Items from a dataset:
============
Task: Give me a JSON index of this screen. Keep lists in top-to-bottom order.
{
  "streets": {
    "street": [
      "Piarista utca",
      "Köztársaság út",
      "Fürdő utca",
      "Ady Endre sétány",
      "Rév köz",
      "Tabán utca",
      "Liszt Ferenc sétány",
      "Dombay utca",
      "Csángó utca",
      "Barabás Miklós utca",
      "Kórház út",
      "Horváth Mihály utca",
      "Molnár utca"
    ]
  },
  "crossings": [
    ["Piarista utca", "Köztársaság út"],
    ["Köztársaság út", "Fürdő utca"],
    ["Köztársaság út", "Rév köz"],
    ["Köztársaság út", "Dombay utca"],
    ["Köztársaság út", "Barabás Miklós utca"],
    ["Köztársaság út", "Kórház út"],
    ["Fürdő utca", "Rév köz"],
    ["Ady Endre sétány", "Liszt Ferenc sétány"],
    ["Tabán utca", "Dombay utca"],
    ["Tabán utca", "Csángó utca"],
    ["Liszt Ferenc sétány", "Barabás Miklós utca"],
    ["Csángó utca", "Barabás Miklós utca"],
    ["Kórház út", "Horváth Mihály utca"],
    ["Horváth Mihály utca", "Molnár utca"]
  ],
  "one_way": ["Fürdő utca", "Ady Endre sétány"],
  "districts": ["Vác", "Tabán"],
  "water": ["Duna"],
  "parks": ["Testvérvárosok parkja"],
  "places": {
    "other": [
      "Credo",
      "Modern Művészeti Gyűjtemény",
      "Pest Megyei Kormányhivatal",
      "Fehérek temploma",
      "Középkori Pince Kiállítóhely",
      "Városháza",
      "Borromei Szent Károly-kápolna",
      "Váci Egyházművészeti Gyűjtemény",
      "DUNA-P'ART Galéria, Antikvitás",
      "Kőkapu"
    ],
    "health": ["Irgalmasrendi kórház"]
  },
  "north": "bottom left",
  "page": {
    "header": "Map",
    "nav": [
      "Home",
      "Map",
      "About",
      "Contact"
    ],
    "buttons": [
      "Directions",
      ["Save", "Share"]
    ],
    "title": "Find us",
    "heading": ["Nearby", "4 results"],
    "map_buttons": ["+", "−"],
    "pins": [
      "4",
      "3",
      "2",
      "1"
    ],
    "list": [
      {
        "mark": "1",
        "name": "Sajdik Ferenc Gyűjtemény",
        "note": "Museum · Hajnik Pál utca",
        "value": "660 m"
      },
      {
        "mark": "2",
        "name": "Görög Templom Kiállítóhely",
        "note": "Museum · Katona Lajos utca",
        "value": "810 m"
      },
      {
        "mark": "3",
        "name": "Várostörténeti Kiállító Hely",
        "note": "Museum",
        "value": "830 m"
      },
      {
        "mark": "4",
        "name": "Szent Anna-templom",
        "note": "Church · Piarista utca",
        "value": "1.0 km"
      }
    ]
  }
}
============
* **What is required**
The answer must be a verbatim transcription of all the entries.

* **Result**
Task: Give me a JSON index of this screen. Keep lists in top-to-bottom order.
{
  "streets": {
    "street": [
      "Piarista utca",
      "Köztársaság út",
      "Fürdő utca",
      "Ady Endre sétány",
      "Rév köz",
      "Tabán utca",
      "Liszt Ferenc sétány",
      "Dombay utca",
      "Csángó utca",
      "Barabás Miklós utca",
      "Kórház út",
      "Horváth Mihály utca",
      "Molnár utca"
    ]
  },
  "crossings": [
    ["Piarista utca", "Köztársaság út"],
    ["Köztársaság út", "Fürdő utca"],
    ["Köztársaság út", "Rév köz"],
    ["Köztársaság út", "Dombay utca"],
    ["Köztársaság út", "Barabás Miklós utca"],
    ["Köztársaság út", "Kórház út"],
    ["Fürdő utca", "Rév köz"],
    ["Ady Endre sétány", "Liszt Ferenc sétány"],
    ["Tabán utca", "Dombay utca"],
    ["Tabán utca", "Csángó utca"],
    ["Liszt Ferenc sétány", "Barabás Miklós utca"],
    ["Csángó utca", "Barabás Miklós utca"],
    ["Kórház út", "Horváth Mihály utca"],
    ["Horváth Mihály utca", "Molnár utca"]
  ],
  "one_way": ["Fürdő utca", "Ady Endre sétány"],
  "districts": ["Vác", "Tabán"],
  "water": ["Duna"],
  "parks": ["Testvérvárosok parkja"],
  "places": {
    "other": [
      "Credo",
      "Modern Művészeti Gyűjtemény",
      "Pest Megyei Kormányhivatal",
      "Fehérek temploma",
      "Középkori Pince Kiállítóhely",
      "Városháza",
      "Borromei Szent Károly-kápolna",
      "Váci Egyházművészeti Gyűjtemény",
      "DUNA-P'ART Galéria, Antikvitás",
      "Kőkapu"
    ],
    "health": ["Irgalmasrendi kórház"]
  },
  "north": "bottom left",
  "page": {
    "header": "Map",
    "nav": [
      "Home",
      "Map",
      "About",
      "Contact"
    ],
    "buttons": [
      "Directions",
      ["Save", "Share"]
    ],
    "title": "Find us",
    "heading": ["Nearby", "4 results"],
    "map_buttons": ["+", "−"],
    "pins": [
      "4",
      "3",
      "2",
      "1"
    ],
    "list": [
      {
        "mark": "1",
        "name": "Sajdik Ferenc Gyűjtemény",
        "note": "Museum · Hajnik Pál utca",
        "value": "660 m"
      },
      {
        "mark": "2",
        "name": "Görög Templom Kiállítóhely",
        "note": "Museum · Katona Lajos utca",
        "value": "810 m"
      },
      {
        "mark": "3",
        "name": "Várostörténeti Kiállító Hely",
        "note": "Museum",
        "value": "830 m"
      },
      {
        "mark": "4",
        "name": "Szent Anna-templom",
        "note": "Church · Piarista utca",
        "value": "1.0 km"
      }
    ]
  }
}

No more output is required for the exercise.